ハリプラサード・チャウラースィヤー Pt.Hari Prasad Chaurasia】

 元来、民謡などの伴奏楽器として人々に手軽に親しまれてきたバーンスリー(竹の横笛)を、インド古典音楽の主要な楽器の一つとして引上げた偉大な功績者の一人である。故パンナラル・ゴーシュなどによってインドの古典音楽シーンに比較的近代になって登場したバーンスリーは、ハリプラサード・チャウラースィヤーによってさらに確固とした地位を獲得した。今や、彼の名がバーンスリーの代名詞と言えるほどである。真っ直ぐな竹に6穴を穿った単純な楽器も、彼の超絶的技巧と深い音楽性によってインド古典音楽の魅力を紡ぎ出す。タブラー(北インドの代表的打楽器)との巧妙な駆引きとスリルは聴衆の興奮を誘う。現在、最も人気のある音楽家の一人で、インドに限らず世界的に数多くのファンをもっている。アメリカのボルティモア市長は、彼のバーンスリーに魅了され、彼を名誉市民として迎えているほどである。また、パリのオデオン劇場で催された演奏会で、チャウラースィヤーの演奏を聴いた当代一流のフルート奏者、ジャン・ピエール・ランパルは、彼のシンプルな笛から次々と紡ぎ出される音楽とテクニックに驚愕した。レコードなどは、世界中から100枚弱のCDが出ている。日本録音のCDは、『神の笛バーンスリー~ハリプラサド・チョウラシアの芸術』/KICC-5172/キングレコード"World Music Library"シリーズ72として出ている。
 音楽家としては珍しく、アラハバードの武芸の家系に生れたが、幼少の頃より家族に反対されながらも音楽、特に笛の魅力に取りつかれ独学で技術を磨いた。オリッサ州カタックのオール・インディア・ラジオ専属音楽家としてスタートし古典音楽や映画音楽などに活躍したが、ボンベイに移り、有名なラヴィ・シャンカルの前の妻であり、近代インド古典音楽中興の祖、アラーウッディン・カーンの娘であるアンナプールナー・デーヴィーに出会い古典音楽の演奏家として再出発した。師から弟子へ、と伝えられてきたインド音楽の伝統を踏まえつつ、彼は、彼自身のもつ音楽性と聴衆へのアピール度を加味し、インドにおいても限定されかつ比較的狭い古典音楽の聴衆を広げた功績は、大きい。古典音楽ばかりではなく、ジャズ音楽祭への参加と言った、伝統に囚われない音楽の可能性を追求している点でも、ハリプラサード・チャウラースィヤーはインドの新しい形のスターと言える。
 88年4月、日印両政府によって開催された『インド祭』では、開会式の演奏会のために来日した。来日中、皇居内でも演奏した。

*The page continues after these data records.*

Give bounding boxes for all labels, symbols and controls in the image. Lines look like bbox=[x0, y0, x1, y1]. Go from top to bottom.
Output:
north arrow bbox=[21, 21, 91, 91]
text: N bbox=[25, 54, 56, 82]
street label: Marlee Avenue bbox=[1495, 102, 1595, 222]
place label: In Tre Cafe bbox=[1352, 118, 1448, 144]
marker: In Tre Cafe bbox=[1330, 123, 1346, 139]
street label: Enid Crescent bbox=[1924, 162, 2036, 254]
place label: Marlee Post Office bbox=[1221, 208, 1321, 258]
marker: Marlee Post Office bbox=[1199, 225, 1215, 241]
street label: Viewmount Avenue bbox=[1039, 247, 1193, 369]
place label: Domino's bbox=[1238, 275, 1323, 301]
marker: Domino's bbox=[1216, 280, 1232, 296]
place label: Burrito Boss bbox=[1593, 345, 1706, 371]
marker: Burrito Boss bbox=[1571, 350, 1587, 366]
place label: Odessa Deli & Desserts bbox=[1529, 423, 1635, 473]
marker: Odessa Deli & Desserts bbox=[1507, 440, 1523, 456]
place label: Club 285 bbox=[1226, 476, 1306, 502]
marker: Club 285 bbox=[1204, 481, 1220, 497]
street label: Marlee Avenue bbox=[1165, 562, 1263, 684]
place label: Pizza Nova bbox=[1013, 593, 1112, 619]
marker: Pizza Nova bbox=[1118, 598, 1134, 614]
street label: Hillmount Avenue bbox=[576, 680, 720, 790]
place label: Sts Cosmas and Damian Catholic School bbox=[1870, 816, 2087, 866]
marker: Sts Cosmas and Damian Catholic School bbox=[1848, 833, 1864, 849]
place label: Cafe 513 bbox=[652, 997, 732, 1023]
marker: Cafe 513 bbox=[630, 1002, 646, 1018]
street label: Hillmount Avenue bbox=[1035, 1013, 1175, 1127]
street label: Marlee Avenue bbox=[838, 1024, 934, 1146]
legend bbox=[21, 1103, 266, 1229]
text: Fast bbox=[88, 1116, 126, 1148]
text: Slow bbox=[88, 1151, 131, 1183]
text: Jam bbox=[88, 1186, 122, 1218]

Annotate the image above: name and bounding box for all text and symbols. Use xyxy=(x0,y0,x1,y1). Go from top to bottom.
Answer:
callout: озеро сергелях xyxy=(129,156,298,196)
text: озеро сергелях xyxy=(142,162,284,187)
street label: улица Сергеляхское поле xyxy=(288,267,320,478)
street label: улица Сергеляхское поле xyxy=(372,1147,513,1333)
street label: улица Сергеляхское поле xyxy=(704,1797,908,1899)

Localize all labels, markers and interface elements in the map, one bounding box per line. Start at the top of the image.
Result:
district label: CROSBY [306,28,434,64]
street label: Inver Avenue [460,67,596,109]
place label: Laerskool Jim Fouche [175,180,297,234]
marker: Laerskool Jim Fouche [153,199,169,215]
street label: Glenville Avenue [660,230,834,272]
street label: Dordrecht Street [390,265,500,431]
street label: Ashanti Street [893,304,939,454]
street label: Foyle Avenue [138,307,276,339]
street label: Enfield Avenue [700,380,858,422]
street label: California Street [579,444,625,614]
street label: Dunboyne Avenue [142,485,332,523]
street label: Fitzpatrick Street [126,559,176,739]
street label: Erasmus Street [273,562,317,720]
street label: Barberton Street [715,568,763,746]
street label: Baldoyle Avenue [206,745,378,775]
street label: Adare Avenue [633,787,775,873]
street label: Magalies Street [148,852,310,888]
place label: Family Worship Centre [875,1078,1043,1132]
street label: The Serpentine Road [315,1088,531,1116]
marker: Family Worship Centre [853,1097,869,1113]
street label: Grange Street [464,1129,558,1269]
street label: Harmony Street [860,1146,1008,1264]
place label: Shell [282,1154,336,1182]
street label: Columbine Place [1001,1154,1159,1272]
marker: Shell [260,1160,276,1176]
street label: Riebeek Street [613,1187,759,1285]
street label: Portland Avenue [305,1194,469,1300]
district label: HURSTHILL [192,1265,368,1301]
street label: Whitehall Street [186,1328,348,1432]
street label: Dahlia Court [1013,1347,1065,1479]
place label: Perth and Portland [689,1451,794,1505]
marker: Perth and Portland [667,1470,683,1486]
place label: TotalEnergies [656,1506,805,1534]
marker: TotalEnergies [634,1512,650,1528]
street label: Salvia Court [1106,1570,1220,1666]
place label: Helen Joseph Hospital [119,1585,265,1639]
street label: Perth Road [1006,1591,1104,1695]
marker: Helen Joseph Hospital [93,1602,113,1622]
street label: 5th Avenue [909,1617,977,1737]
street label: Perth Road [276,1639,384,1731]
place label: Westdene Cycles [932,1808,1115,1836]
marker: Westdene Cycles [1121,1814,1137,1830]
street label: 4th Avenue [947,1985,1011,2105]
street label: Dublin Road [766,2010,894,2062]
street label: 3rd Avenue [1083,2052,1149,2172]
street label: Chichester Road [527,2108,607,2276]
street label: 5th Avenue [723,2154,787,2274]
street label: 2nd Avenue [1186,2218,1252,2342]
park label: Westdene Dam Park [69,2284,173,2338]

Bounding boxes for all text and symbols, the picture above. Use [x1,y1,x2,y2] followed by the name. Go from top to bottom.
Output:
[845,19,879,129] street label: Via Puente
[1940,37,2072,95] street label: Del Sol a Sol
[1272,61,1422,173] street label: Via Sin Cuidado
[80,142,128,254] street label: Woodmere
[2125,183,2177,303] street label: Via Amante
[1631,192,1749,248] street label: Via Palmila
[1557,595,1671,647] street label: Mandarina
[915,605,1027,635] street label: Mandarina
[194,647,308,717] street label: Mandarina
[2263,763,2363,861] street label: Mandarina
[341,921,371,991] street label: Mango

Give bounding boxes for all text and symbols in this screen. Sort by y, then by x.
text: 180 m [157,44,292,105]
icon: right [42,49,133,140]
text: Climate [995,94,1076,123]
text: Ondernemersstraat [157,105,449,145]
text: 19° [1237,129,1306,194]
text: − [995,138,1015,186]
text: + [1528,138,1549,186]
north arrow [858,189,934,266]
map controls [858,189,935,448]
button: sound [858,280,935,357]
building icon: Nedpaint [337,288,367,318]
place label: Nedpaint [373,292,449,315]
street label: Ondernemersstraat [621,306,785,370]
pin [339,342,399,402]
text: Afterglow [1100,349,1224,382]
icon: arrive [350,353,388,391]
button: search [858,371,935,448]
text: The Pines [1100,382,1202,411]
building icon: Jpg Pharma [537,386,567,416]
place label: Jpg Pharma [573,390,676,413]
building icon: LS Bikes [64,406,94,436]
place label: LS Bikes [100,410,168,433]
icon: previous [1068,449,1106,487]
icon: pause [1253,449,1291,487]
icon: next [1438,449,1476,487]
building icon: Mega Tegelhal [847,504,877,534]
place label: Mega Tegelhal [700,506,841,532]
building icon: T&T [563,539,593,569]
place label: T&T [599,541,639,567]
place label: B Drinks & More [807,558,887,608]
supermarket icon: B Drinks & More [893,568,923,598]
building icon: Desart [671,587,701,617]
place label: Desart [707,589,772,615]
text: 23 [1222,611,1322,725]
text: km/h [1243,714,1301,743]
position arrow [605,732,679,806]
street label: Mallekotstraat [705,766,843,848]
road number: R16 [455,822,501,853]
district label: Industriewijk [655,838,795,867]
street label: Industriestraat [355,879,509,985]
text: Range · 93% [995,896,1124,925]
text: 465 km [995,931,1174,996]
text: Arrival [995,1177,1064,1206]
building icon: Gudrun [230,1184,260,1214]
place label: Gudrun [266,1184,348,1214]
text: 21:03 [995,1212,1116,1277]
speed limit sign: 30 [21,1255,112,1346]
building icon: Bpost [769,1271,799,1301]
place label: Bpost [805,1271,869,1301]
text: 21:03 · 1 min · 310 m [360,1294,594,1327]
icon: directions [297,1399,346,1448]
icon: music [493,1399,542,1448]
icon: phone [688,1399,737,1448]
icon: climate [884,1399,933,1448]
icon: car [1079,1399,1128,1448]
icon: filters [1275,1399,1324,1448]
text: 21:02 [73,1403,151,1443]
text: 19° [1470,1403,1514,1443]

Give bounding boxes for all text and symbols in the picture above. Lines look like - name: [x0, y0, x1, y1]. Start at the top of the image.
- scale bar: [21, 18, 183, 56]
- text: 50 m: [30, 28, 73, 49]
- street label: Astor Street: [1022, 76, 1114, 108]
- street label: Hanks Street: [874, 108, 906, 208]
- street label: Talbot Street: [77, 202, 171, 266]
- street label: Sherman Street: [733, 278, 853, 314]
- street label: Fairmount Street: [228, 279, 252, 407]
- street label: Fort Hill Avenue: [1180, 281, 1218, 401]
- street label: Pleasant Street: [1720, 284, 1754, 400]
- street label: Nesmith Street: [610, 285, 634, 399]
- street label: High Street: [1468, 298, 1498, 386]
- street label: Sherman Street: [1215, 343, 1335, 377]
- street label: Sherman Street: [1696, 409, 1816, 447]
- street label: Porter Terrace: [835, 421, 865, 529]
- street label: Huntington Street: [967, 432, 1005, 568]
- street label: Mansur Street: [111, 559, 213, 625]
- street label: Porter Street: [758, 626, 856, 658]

また、1993年には「東京の夏音楽祭」をはじめ、日本と韓国でコンサートツアーを行い、各地で絶賛を浴びた。ボンベイ在住。1938年生れ。

【アヌラーダー・パールAnuradha Pal】

 世界的タブラー奏者のウスタード・アッラー・ラカーとザキール・フセインに師事。豊かな創造力と高度なテクニック、即興演奏での独自の柔軟性をもつ彼女は、インド国内唯一の女性プロ・タブラー奏者として、ソロと伴奏の両方で高い評価を確立している。
 オール・インディア・ラジオ専属Aクラス音楽家であるアヌラーダー・パールは、11歳から演奏活動を開始している。これまで、アムジャド・アリー・カーン(サロード)、ハリプラサード・チャウラースィヤー(バーンスリー)、スルターン・カーン(サーランギー)、ヴィーナー・サハースラブッデー(声楽)、ヴィシュワ・モーハン・バット(ギター)、シャヒード・パルヴェーズ(シタール)、ブリジ・ナーラーヤン、ラリト・ラーオ、などの伴奏およびカタック舞踊の伴奏を数多く行っている。また、師のアッラー・ラカーのソロ公演に伴奏者として共演するというきわめて希な名誉も得ている。
 1991年にはBBC国際ラジオ放送において、インドにおける5人の卓越した女性音楽家の一人として取り上げられた。また、BBC国際放送テレビ、STAR TV、PLUS CHANNEL、MUSIC ASIA、ドゥール・ダルシャン(インド国営テレビ放送)などのメディアに数多く出演している。
 I.C.C.R.(インド政府文化関係局)公認アーティストとして、サンギート・リサーチ・アカデミー(カルカッタ)をはじめ、サンギート・ナータク・アカデミーの北部、南部、東部センター、マディア・プラデーシュ州音楽祭、ヴィシュヌ・ディガンバル・生誕記念音楽祭、スピリッツ・オブ・ユニティ・コンサート、バーラト・バーワン、スピック・マケイなどが主催する国内の主要なコンサートで演奏活動を行っている。
 96年にインドで初の女性のみによるフュージョン・パーカッション・アンサンブル「ストリート・シャクティ」を結成する。「ストリート・シャクティ」は、伝統的に男性中心だったヒンドゥスターニー音楽(北インド古典音楽)とカルナータカ音楽(南インド古典音楽)の打楽器奏法を融合させ、高度なテクニックと音楽性の豊かな表現で高い評価を得ている。
 こうしたインド国内での活動の他、ハーバード大学、ジョンズ・ホプキンズ大学、カーネギー・メロン大学などのアメリカの大学で、著名な声楽家パンディット・ジャスラージの伴奏者としてだけではなく、一人の器楽奏者としてレクチャー・デモンストレーションを行っている。また、ヨーロッパ各国、香港でも演奏活動を行った。とくに、ヴォイス・オヴ・ザ・ワールド・イン・デンマーク・ヨーロッパでの声楽家ヴィーナー・サハースラブッデーの伴奏では多くの聴衆と当地の音楽家たちからも絶賛を博した。
 アヌラーダー・パールは、タブラーソロのカセットテープやCDの他に、スルターン・カーン、ヴィシュヴァ・モーハン・バット、タルン・バッターチャールヤ(サントゥール)などの伴奏者として数々の録音にも参加している。
 最近では、ロンドンで行われた有名な国際音楽祭「グリニッジ・ドックランズ国際音楽祭」に参加し、ソロやデュオ演奏を披露した。